▶ Problem statement
Reproduce exactly the span of lines that opens with the line containing "dot.arc(x, y, r, 0, 2 * Math.PI);" and closes with the last line of the entries below.

++++

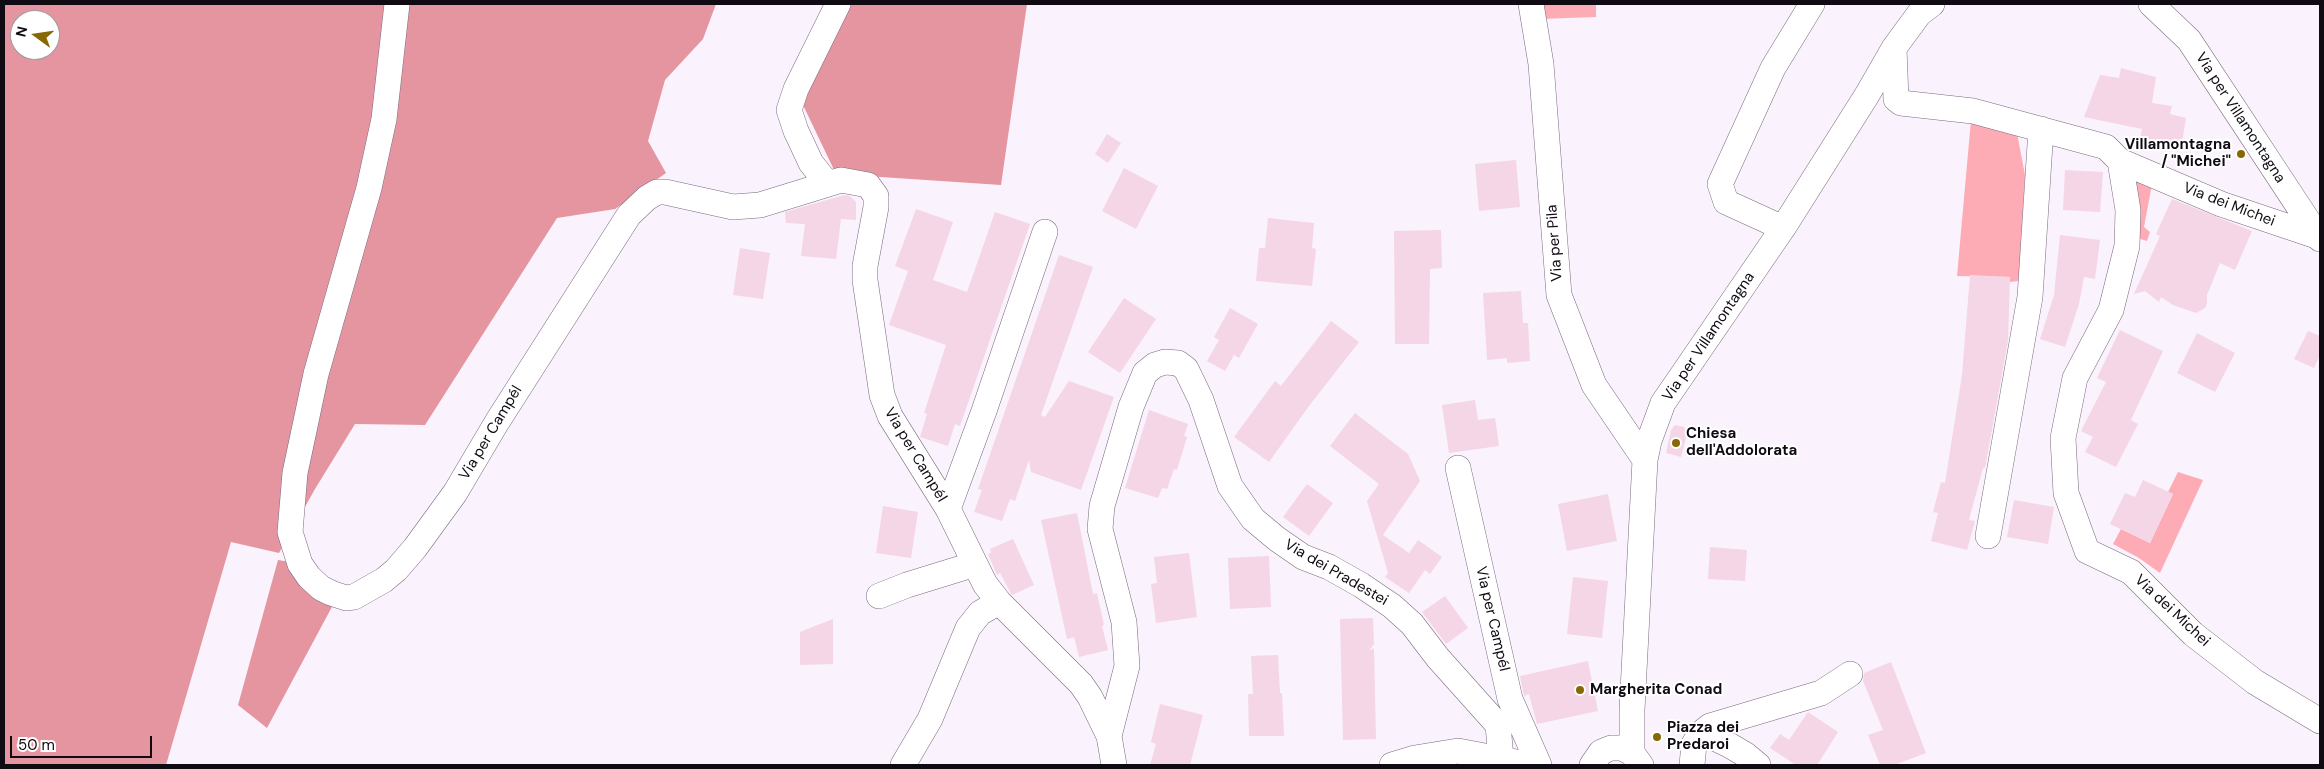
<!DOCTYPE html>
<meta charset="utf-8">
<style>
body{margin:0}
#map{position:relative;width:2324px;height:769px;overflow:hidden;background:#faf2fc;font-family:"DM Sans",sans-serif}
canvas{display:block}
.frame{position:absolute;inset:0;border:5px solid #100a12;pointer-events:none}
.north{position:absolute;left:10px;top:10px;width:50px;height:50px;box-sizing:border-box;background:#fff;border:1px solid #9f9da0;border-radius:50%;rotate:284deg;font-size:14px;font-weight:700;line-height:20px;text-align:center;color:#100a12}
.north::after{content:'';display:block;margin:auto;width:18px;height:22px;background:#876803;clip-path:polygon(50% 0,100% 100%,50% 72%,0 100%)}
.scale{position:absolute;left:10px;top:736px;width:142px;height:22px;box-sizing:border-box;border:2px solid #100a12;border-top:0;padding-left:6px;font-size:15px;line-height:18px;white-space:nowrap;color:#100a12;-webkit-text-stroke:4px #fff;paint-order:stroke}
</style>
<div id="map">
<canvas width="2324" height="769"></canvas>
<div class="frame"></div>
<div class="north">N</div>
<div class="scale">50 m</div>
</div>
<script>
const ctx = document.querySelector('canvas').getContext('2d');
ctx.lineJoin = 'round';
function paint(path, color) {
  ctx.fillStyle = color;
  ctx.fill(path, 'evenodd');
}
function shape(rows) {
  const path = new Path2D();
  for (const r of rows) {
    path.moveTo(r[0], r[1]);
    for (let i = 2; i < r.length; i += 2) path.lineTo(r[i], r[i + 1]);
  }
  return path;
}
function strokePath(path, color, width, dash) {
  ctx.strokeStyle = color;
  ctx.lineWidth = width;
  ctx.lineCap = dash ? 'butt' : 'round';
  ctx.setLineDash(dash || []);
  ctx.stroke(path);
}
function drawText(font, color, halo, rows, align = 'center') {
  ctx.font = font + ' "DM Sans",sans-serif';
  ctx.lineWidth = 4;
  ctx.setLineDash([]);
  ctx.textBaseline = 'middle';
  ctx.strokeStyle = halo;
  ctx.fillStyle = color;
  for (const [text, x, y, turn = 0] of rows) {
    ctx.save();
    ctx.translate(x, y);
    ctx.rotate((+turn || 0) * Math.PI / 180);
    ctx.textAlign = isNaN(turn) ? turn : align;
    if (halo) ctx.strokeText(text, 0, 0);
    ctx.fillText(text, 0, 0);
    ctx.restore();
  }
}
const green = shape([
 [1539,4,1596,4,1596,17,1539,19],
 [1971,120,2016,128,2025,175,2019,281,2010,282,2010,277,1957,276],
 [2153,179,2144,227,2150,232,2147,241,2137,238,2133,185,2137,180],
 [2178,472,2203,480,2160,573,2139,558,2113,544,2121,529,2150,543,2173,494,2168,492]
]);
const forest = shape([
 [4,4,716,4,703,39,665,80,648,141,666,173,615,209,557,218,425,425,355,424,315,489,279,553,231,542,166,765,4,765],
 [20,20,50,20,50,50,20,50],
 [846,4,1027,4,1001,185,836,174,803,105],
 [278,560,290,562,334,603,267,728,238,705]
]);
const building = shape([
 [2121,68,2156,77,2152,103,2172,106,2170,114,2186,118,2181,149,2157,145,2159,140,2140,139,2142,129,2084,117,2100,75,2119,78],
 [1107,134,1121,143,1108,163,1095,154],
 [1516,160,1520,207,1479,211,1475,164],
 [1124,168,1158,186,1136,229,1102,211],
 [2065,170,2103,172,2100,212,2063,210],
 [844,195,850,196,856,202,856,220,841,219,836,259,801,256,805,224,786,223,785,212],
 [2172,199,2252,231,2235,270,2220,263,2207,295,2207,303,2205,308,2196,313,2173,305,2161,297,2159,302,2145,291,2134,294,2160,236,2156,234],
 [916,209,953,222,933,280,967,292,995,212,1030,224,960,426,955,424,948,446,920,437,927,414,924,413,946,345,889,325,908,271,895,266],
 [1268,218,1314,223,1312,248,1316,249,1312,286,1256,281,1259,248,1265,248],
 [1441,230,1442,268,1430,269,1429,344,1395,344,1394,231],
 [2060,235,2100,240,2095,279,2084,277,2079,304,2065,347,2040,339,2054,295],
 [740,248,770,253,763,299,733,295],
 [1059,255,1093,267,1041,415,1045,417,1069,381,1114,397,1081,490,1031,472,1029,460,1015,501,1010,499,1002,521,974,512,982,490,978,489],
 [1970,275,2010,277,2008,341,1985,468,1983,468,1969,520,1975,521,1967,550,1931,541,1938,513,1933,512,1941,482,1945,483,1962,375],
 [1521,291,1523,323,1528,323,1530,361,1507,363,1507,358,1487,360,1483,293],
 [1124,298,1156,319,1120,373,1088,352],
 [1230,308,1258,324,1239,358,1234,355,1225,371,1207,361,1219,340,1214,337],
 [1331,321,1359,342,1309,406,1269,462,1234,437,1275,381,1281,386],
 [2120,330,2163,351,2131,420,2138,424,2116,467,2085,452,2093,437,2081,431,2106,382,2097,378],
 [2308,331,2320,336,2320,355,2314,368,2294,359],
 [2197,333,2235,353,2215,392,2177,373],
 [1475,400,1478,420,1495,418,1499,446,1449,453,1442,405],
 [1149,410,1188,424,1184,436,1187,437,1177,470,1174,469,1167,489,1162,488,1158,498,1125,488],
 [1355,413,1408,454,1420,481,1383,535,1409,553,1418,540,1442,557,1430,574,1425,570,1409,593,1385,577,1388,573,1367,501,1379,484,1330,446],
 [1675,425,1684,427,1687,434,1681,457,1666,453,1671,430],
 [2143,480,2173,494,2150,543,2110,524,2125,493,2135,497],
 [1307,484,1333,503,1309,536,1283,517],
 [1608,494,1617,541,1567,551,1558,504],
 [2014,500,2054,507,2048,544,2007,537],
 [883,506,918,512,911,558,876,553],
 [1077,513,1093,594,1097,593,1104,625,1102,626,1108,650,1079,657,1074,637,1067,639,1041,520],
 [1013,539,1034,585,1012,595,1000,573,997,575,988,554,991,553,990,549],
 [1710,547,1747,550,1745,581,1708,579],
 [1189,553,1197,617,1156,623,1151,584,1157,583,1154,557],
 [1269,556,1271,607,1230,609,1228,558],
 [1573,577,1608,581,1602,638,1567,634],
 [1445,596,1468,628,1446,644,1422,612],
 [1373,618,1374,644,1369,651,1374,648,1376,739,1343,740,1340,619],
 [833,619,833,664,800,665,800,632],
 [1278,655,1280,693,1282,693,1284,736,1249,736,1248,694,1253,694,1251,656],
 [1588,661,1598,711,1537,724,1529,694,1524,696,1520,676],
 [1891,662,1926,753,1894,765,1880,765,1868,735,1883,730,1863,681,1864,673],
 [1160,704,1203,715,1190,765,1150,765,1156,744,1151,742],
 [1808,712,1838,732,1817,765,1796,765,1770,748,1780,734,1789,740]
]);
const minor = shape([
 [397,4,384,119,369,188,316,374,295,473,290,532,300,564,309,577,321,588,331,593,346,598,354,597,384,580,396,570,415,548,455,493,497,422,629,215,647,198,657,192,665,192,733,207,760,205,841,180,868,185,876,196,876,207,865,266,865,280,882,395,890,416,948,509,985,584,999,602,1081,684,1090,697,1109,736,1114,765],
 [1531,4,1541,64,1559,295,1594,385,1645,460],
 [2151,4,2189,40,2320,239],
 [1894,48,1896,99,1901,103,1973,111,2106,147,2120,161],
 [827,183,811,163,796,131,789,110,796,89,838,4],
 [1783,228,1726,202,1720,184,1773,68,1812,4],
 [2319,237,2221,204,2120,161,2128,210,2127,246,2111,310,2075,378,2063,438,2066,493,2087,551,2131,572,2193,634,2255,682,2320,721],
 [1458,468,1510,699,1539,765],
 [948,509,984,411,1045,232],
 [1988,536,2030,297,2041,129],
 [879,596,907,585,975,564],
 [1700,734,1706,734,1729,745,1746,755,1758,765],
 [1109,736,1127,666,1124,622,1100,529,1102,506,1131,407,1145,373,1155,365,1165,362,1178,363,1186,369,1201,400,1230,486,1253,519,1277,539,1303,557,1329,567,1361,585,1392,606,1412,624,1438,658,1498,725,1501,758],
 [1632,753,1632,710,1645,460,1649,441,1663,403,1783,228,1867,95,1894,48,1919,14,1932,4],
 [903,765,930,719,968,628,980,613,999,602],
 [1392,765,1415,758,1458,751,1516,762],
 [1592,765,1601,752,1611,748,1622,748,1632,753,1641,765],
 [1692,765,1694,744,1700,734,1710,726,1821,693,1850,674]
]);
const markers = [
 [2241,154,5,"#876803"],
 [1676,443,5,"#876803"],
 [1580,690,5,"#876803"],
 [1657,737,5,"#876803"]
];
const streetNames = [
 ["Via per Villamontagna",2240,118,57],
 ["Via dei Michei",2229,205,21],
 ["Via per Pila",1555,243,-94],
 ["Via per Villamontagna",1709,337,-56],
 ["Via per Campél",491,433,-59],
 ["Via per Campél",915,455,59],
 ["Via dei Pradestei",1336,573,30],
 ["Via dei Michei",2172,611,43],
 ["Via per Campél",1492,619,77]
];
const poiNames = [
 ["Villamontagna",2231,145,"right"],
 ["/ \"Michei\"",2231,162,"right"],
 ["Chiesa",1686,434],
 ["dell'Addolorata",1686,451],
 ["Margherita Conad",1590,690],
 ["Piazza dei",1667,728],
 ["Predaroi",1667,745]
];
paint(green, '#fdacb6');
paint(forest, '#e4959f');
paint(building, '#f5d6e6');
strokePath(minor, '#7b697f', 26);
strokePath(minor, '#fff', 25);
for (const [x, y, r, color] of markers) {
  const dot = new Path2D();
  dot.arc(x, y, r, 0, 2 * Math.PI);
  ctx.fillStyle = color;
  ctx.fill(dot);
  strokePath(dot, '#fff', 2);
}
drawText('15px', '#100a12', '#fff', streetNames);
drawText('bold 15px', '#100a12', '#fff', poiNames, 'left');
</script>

++++

▶ Result for this task
  dot.arc(x, y, r, 0, 2 * Math.PI);
  ctx.fillStyle = color;
  ctx.fill(dot);
  strokePath(dot, '#fff', 2);
}
drawText('15px', '#100a12', '#fff', streetNames);
drawText('bold 15px', '#100a12', '#fff', poiNames, 'left');
</script>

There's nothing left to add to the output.